Paper 2024/004

Practical Two-party Computational Differential Privacy with Active Security

Abstract

In this work we revisit the problem of using general-purpose MPC schemes to emulate the trusted dataholder in central differential privacy, to achieve same accuracy but without the need to trust one single dataholder. In particular, we consider the two-party model of having two computational parties (or dataholders) each with their own dataset wishing to compute a canonical differentially private mechanism on their combined data and to do so with active security. We start by remarking that available definitions of computational DP (CDP) for protocols are somewhat ill-suited for such a use-case, due to them using formalisms that either are much weaker than one can typically get for MPC protocols, or they are too strict in the sense that they need significant adjustment in order to be realisable by using common DP and MPC techniques.

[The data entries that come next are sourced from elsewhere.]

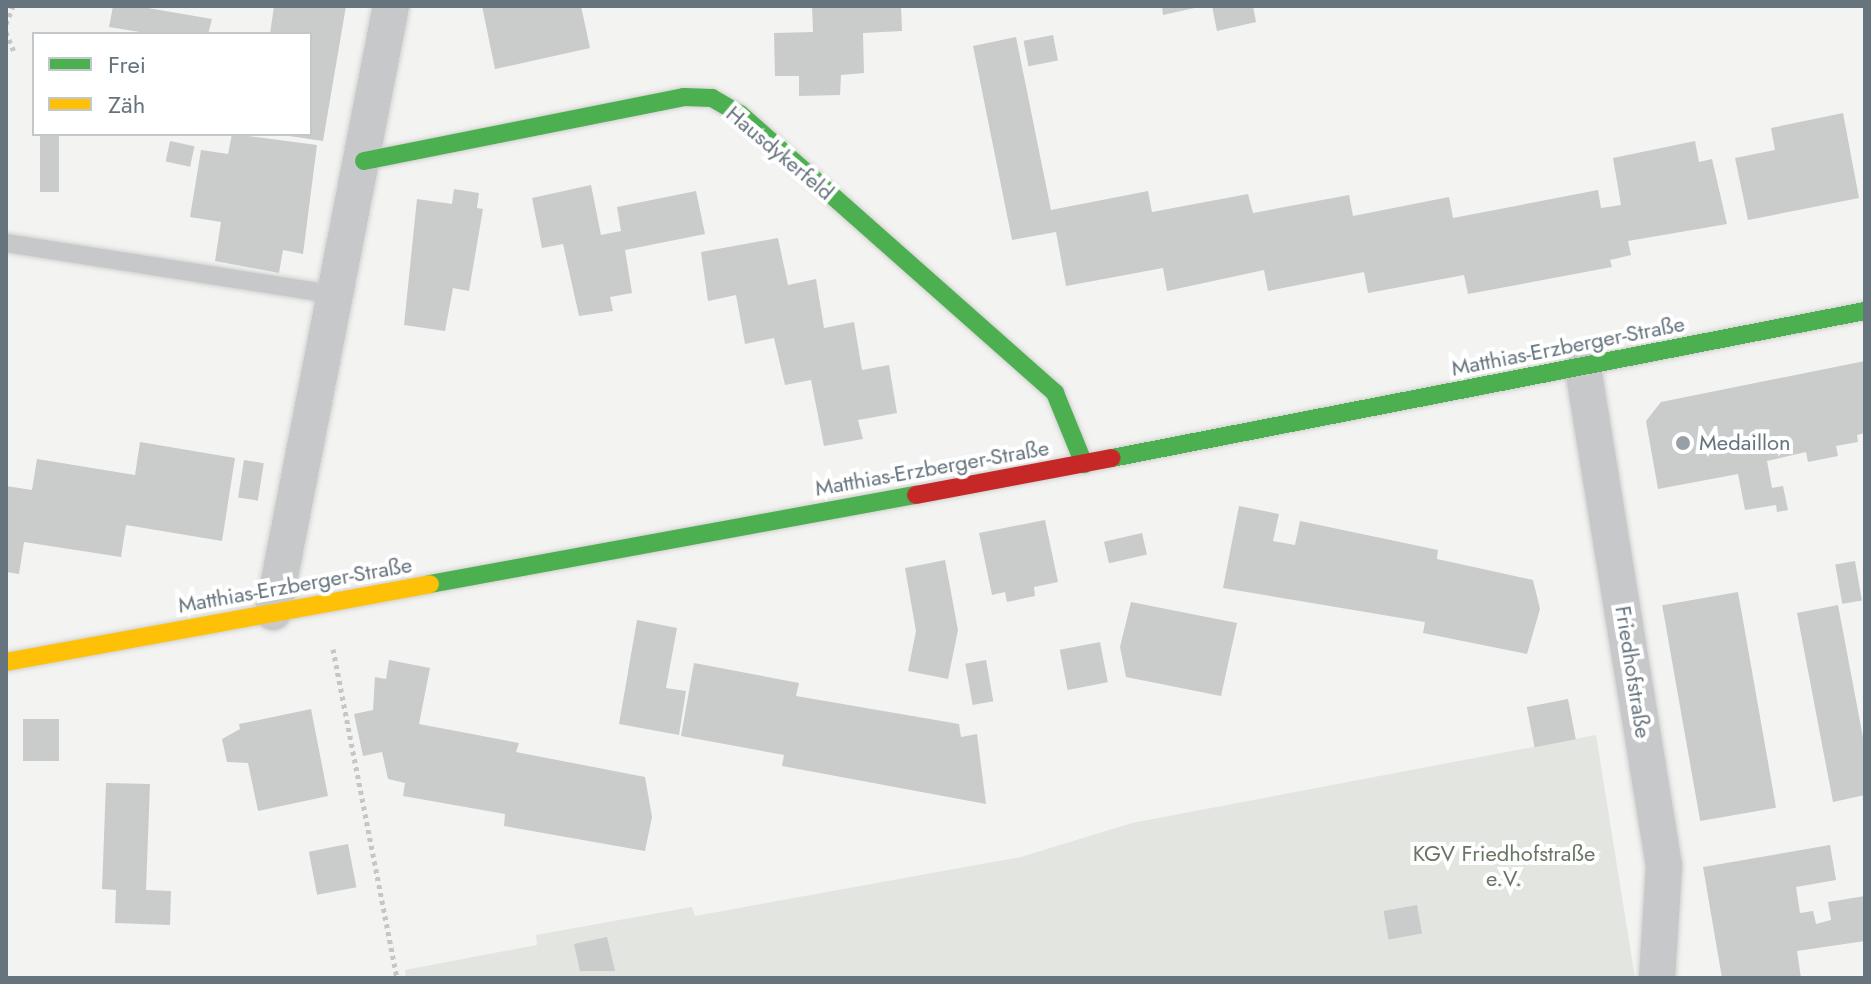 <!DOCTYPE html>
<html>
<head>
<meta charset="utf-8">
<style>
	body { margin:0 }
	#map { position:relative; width:1871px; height:984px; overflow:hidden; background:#f3f3f1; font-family:Jost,sans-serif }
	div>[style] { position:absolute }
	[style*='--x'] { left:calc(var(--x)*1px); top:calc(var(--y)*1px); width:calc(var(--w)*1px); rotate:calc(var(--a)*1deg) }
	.green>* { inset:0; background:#e2e5e0 }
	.building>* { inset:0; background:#cacbcb; transform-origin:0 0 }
	.path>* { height:5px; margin-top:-2.5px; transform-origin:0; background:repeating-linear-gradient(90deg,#c5c6c6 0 4px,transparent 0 8px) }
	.roads { filter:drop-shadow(0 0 2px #d0d0d0) drop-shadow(0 0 2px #d0d0d0) }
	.lane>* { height:18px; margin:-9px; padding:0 9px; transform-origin:9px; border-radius:9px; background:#c7c8c9 }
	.street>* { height:36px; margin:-18px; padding:0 18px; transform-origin:18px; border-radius:18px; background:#c7c8c9 }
	.fast>* { height:18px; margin:-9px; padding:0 9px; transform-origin:9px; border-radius:9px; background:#4caf50 }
	.slow>* { height:18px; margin:-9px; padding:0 9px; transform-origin:9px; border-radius:9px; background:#ffc107 }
	.jam>* { height:18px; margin:-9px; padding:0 9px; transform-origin:9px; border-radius:9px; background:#c62828 }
	.dots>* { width:22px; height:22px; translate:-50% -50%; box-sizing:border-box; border:4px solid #fff; border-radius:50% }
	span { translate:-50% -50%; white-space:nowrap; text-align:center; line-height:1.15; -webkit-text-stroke:8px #fff; paint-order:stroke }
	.street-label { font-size:22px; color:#66747e }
	.poi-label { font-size:22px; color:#66747e }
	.left { translate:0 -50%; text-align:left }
	.park-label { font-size:22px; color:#687664 }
	.frame { position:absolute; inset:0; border:8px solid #66747e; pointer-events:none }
	.legend { position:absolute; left:32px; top:32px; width:280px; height:104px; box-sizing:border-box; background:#fff; border:2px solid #c2c7cb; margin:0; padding:10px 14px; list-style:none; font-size:24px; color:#66747e }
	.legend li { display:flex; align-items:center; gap:16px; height:40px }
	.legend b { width:40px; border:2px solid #c2c7cb }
</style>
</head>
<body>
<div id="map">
	<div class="green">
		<i style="clip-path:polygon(1596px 735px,1635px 978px,406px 978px,405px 970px,537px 945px,536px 935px,692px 907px,695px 916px,1021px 857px,1132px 823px)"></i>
	</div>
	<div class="building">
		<i style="clip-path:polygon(113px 6px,136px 6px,212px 19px,208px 34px,152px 34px,109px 27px)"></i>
		<i style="clip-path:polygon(274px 6px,346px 6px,323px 141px,289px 136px,310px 134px,310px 34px,270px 34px)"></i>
		<i style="clip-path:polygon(482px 6px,581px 6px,590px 48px,495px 69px)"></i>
		<i style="clip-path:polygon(812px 6px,901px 6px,902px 31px,863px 33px,864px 73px,841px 75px,840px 95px,799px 96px,799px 76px,775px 76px,774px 33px,813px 32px)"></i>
		<i style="clip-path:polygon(1162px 6px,1199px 6px,1199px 7px,1163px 15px)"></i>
		<i style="clip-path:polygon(1212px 6px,1253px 6px,1256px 22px,1217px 31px)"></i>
		<i style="left:1053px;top:35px;width:26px;height:30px;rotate:79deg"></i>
		<i style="clip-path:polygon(1016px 37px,1051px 210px,1148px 191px,1152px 212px,1248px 194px,1253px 213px,1349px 195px,1353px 216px,1449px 197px,1453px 218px,1598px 190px,1601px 208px,1621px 205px,1613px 158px,1695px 141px,1699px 162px,1712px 159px,1727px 224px,1628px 241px,1631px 255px,1610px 260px,1612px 267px,1468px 294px,1464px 275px,1368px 293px,1364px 272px,1268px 291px,1264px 270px,1167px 291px,1163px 268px,1066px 286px,1056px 232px,1012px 240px,973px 46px)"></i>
		<i style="clip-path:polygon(1843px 113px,1859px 198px,1748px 220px,1735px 158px,1775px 150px,1771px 128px)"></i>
		<i style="left:40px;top:134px;width:19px;height:58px"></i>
		<i style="clip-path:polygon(232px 134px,317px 145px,303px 254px,283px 250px,279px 273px,215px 261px,221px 222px,190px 217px,201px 150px,228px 154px)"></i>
		<i style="left:170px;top:141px;width:25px;height:21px;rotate:12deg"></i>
		<i style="clip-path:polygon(591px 185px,601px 235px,621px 231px,617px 207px,696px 191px,705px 234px,625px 250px,632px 293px,610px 297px,613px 311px,579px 316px,563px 244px,542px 248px,532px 198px)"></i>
		<i style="clip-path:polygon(454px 189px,479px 193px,477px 208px,483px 209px,469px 291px,453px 288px,445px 331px,404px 325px,417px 199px,452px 204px)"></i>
		<i style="clip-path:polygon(778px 238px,788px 285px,816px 279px,824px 328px,854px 322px,862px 370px,889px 365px,897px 413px,858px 420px,863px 439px,824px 446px,811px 380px,785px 385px,774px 338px,745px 344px,736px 295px,708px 301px,701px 252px)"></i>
		<i style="clip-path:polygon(1865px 361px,1865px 433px,1857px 435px,1858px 442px,1836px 446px,1838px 456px,1808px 462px,1806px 452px,1767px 461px,1772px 488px,1783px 486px,1788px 510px,1777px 512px,1776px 505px,1745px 510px,1738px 474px,1658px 489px,1646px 421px,1661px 402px)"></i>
		<i style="clip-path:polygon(140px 442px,235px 458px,222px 541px,126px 525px,121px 557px,24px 542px,19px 574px,6px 572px,6px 486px,32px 490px,37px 459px,135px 475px)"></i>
		<i style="left:244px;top:460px;width:20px;height:38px;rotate:9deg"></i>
		<i style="clip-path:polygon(1239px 506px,1279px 514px,1273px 541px,1295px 545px,1300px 521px,1438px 550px,1437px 559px,1533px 580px,1540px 609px,1527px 654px,1423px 633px,1425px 622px,1223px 588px)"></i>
		<i style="clip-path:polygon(1045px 520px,1058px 582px,1034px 587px,1035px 596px,1007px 602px,1005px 592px,992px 595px,979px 533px)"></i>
		<i style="left:1142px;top:533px;width:22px;height:39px;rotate:77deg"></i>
		<i style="clip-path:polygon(945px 560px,958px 630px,948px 679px,908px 671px,916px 631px,905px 568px)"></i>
		<i style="left:1855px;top:561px;width:40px;height:20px;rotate:80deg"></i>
		<i style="left:1738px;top:592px;width:219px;height:77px;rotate:80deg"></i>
		<i style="clip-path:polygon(1131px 602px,1237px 623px,1221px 696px,1126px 677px,1120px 647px)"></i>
		<i style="clip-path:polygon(1838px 605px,1865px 748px,1865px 795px,1833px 802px,1797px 613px)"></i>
		<i style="clip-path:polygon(637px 620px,677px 628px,666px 688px,686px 691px,679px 735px,619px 724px)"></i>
		<i style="left:1100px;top:642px;width:41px;height:41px;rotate:79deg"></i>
		<i style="clip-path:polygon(389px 660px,430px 668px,419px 724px,519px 743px,516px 752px,645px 777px,652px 817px,645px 851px,504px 826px,505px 814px,403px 796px,405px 783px,388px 779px,382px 752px,363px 756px,354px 714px,373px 710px,375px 677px,386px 679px)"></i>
		<i style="left:986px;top:660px;width:42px;height:21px;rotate:80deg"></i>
		<i style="clip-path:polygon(694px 663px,799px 683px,796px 696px,959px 724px,961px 737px,977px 734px,986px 804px,782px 766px,784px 755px,681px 736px)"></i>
		<i style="left:1568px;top:699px;width:41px;height:42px;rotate:79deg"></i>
		<i style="clip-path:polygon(311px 709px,328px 796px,258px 811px,248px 763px,227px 762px,222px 739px,240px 729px,239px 724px)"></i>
		<i style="left:59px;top:719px;width:42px;height:36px;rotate:90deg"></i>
		<i style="clip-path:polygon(106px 783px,150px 784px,146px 890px,171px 891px,170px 925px,115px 923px,116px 890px,102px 889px)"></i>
		<i style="left:348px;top:844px;width:44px;height:40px;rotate:79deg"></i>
		<i style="clip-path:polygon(1830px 845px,1836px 880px,1796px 887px,1800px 913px,1813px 911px,1816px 924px,1831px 920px,1828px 902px,1865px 896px,1865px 941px,1797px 951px,1801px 978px,1722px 978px,1703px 867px)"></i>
		<i style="left:1417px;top:905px;width:29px;height:34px;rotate:80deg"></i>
		<i style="clip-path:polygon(607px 937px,615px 971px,580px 971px,574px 944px)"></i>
	</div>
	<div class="path">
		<i style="--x:6;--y:24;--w:19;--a:-69"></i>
		<i style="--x:6;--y:32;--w:22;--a:68"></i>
		<i style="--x:333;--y:649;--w:335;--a:79"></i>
	</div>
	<div class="roads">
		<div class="lane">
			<i style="--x:6;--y:243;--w:337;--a:8.9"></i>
		</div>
		<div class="street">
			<i style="--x:1583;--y:368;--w:505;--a:80.76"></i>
			<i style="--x:1664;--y:866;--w:112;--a:93.6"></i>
			<i style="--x:273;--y:612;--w:617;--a:-78.98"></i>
		</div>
		<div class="fast">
			<i style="--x:364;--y:161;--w:326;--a:-11.3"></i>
			<i style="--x:684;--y:97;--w:28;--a:2"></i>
			<i style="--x:712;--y:98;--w:32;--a:30"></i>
			<i style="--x:740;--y:114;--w:421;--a:41.5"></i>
			<i style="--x:1055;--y:393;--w:77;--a:67.8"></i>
			<i style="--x:1112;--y:458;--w:767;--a:-11.05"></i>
			<i style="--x:430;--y:584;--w:494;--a:-10.4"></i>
		</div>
		<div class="slow">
			<i style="--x:6;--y:662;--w:431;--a:-10.4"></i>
		</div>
		<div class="jam">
			<i style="--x:916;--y:495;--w:199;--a:-10.7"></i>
		</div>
	</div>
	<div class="dots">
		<i style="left:1683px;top:443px;background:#97a0a6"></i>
	</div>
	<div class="street-label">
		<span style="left:780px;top:153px;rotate:40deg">Hausdykerfeld</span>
		<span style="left:1568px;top:346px;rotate:-11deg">Matthias-Erzberger-Straße</span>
		<span style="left:932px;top:468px;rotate:-10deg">Matthias-Erzberger-Straße</span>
		<span style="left:295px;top:585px;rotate:-10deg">Matthias-Erzberger-Straße</span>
		<span style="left:1633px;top:672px;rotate:81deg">Friedhofstraße</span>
	</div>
	<div class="poi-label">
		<span class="left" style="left:1699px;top:443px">Medaillon</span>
	</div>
	<div class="park-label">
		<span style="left:1504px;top:866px">KGV Friedhofstraße<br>e.V.</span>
	</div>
	<div class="frame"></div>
	<ul class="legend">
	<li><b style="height:10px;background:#4caf50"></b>Frei</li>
	<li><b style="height:10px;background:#ffc107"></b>Zäh</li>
	</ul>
</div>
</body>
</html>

With this in mind we propose a new version of simulation-based CDP, called SIM$^*$-CDP, specifically geared towards being easy to use for MPC practitioners and more closely capture guarantees granted by using state-of-the-art MPC schemes to compute standard DP mechanism. We demonstrate the merit of the SIM$^*$-CDP definition by showing how to satsify it by use of an available distributed protocol for sampling truncated geometric noise. Further, we use the protocol to compute two-party inner products with computational DP and with similar levels of accuracy as in the central model, being the first to do so. Finally, we provide an open-sourced implementation and benchmark its practical performance.

Note: Major rewrite centered around reformulations of the main definitions and increased clarity and nuance in discussion thereof.